### What needs to be done
Every line that contains "them" must be located and copied from the data.

[Task data Boundary: Start]

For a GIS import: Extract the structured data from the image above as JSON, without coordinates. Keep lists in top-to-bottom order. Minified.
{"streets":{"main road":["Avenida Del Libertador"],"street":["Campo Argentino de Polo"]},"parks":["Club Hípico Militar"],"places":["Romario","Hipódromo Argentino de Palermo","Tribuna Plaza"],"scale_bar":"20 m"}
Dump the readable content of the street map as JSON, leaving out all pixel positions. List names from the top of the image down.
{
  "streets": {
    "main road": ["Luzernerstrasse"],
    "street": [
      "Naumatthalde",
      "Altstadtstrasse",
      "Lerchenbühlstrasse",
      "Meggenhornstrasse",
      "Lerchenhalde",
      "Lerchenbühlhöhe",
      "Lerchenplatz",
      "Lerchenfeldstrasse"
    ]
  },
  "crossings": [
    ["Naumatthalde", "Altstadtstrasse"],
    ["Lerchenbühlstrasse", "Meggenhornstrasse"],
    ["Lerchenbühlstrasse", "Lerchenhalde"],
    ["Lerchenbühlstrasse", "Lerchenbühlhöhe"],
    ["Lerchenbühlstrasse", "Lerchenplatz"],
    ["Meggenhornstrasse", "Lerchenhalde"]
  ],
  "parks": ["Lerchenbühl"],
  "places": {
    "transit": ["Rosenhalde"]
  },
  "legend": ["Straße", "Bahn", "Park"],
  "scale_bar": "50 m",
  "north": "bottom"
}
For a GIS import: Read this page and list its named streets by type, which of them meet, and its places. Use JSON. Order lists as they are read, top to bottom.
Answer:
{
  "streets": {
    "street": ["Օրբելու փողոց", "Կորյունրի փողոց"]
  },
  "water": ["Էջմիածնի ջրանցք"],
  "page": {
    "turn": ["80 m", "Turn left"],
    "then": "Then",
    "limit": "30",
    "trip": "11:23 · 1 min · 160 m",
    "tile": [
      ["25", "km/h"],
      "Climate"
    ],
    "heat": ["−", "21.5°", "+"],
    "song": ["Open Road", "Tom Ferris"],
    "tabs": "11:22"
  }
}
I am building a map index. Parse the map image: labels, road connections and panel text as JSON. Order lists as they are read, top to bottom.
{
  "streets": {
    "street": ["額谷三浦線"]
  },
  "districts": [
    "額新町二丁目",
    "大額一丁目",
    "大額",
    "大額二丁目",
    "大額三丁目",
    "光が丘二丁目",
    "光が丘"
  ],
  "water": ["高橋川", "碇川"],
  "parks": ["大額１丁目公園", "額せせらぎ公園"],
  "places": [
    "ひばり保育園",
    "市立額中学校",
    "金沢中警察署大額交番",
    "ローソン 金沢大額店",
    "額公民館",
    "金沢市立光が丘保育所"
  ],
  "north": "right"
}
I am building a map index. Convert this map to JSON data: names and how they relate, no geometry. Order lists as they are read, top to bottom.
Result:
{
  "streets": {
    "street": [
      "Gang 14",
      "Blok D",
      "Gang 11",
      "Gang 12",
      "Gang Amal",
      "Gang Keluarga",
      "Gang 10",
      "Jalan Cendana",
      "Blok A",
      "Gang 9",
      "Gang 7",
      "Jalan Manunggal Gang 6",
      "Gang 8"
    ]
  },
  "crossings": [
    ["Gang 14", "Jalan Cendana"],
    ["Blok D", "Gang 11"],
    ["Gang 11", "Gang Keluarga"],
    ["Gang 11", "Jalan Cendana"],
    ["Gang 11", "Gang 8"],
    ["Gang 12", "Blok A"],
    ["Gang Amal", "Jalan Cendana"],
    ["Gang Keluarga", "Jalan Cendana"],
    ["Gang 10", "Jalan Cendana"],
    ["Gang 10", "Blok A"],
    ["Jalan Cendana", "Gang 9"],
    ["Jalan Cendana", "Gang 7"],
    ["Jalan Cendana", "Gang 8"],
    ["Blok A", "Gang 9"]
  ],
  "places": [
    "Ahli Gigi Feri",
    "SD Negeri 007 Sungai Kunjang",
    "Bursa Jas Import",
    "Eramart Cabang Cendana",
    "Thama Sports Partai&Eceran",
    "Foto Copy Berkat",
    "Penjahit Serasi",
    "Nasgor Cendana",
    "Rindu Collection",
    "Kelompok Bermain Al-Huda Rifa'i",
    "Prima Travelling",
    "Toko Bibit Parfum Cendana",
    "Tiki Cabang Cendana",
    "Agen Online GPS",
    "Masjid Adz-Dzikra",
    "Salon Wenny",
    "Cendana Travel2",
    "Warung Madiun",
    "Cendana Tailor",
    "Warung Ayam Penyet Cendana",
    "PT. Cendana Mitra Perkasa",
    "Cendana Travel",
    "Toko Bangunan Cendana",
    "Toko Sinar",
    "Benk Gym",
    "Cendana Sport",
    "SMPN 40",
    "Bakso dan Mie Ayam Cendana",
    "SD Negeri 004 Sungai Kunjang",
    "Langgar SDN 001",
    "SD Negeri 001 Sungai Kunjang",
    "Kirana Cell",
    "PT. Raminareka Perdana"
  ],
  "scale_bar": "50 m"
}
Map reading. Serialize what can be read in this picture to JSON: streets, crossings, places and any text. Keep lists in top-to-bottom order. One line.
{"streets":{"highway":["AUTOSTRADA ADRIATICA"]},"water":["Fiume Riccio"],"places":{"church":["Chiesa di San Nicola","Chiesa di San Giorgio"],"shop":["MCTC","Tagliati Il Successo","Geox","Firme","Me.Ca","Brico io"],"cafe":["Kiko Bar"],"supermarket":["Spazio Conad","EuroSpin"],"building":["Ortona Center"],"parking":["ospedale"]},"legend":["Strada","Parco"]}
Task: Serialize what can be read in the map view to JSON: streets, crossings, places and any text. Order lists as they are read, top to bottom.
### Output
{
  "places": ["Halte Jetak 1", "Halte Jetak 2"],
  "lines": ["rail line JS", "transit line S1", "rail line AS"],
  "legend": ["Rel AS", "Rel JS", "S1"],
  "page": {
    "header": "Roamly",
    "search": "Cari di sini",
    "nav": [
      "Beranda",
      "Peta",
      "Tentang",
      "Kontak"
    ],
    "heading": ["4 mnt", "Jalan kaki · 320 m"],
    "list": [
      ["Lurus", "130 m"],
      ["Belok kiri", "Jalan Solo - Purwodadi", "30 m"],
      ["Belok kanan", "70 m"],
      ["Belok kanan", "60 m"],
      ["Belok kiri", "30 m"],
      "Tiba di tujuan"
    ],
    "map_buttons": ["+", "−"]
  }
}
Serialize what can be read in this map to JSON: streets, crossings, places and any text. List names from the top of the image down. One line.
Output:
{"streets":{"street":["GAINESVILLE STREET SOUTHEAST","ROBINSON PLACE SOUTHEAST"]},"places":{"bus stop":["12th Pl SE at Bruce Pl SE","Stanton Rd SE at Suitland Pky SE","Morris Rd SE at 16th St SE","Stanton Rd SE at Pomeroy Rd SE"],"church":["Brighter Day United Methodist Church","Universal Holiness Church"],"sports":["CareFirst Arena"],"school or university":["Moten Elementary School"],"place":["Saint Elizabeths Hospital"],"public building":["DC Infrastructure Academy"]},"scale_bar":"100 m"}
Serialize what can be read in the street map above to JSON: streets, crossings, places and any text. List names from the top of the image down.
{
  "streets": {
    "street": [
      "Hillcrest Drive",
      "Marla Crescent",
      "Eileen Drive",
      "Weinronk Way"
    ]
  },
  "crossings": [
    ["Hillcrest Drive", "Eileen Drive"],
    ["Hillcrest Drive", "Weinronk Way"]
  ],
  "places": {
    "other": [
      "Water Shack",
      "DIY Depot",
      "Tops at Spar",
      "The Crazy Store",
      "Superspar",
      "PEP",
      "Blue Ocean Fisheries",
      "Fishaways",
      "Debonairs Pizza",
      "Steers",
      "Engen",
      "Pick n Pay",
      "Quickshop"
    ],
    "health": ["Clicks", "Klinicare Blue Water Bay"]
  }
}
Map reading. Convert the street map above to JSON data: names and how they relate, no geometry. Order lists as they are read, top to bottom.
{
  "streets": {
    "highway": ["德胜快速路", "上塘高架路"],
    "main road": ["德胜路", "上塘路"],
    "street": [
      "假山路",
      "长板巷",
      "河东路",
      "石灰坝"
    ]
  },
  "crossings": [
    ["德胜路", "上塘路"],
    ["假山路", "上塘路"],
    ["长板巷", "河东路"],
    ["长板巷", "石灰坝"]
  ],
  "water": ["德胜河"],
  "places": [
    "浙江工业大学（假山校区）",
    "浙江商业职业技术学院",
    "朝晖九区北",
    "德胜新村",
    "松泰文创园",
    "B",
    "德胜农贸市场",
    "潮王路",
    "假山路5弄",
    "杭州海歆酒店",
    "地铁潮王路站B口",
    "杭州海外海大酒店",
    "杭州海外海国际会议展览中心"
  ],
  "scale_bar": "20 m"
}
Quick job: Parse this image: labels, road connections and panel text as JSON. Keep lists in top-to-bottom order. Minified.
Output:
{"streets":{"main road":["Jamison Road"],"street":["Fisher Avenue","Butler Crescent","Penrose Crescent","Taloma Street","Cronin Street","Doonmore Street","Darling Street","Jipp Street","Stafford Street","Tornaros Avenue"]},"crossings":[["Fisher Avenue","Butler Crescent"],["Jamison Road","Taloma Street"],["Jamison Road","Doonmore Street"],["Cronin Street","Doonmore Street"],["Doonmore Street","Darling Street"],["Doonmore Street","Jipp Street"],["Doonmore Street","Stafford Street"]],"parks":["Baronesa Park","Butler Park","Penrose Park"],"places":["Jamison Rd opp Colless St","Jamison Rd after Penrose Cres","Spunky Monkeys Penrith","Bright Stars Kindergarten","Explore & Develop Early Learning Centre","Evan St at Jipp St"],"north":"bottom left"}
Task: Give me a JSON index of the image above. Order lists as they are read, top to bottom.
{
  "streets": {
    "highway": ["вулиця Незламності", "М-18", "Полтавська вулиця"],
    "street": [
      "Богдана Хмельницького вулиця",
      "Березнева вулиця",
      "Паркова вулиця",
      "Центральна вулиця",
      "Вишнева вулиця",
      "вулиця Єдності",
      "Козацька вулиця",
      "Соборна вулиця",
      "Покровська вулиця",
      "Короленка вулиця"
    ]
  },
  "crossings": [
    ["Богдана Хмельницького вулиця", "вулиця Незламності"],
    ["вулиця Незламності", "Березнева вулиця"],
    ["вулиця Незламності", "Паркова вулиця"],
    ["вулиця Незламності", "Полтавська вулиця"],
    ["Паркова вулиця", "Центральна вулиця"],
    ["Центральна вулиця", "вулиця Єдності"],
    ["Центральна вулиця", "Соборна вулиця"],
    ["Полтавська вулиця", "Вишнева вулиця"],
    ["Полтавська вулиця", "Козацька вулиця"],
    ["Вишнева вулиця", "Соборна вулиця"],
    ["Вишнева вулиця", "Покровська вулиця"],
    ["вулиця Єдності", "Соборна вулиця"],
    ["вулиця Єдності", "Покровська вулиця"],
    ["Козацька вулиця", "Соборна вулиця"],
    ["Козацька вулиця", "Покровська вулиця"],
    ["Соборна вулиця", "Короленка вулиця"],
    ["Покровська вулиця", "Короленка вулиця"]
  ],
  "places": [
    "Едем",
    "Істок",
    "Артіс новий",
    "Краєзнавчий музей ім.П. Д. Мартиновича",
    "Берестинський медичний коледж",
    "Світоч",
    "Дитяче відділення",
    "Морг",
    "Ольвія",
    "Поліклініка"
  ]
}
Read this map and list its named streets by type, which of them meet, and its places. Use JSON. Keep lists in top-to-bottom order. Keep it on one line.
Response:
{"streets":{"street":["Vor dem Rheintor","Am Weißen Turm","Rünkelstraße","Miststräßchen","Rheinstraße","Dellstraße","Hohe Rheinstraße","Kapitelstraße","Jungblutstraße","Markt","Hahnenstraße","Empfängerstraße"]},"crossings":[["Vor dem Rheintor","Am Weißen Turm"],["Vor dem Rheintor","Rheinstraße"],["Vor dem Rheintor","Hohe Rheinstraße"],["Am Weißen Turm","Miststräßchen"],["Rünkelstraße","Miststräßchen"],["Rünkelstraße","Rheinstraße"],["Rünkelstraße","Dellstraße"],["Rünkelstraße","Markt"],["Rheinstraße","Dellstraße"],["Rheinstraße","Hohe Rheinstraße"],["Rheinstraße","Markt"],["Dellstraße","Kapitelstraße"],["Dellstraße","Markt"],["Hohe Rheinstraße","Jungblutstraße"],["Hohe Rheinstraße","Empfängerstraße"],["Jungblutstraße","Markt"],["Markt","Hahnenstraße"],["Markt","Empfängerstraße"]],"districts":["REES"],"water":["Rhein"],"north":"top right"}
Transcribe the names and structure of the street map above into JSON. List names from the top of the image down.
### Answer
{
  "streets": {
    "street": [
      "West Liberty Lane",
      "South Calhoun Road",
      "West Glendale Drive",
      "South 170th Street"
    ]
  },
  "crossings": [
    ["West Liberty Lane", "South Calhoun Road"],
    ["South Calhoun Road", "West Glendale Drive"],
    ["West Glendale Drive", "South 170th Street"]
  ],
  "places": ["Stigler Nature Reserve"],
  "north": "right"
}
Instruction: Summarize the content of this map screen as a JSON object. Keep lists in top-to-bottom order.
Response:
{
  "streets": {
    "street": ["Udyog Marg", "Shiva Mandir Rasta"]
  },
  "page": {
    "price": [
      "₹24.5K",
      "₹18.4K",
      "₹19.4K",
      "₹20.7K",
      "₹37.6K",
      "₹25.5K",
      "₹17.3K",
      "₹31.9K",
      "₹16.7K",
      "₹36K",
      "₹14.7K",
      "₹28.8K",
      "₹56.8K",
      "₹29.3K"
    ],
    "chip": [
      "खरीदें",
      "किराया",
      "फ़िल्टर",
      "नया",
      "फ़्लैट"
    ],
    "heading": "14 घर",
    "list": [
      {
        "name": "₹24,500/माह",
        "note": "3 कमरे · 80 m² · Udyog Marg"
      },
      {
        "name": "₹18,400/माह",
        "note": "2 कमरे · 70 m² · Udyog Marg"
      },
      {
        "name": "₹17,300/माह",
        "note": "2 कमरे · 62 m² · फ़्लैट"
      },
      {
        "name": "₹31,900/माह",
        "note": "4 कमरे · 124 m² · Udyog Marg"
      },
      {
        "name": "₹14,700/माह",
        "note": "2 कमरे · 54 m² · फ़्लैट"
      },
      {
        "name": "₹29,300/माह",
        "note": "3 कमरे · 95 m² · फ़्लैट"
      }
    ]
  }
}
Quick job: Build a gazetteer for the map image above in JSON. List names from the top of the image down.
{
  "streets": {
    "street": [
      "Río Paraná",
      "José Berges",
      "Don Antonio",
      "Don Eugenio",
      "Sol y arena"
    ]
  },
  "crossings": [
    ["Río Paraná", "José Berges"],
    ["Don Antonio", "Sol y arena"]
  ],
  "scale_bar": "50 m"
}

[Task data Boundary: End]

### Answer box
For a GIS import: Read this page and list its named streets by type, which of them meet, and its places. Use JSON. Order lists as they are read, top to bottom.
Read this map and list its named streets by type, which of them meet, and its places. Use JSON. Keep lists in top-to-bottom order. Keep it on one line.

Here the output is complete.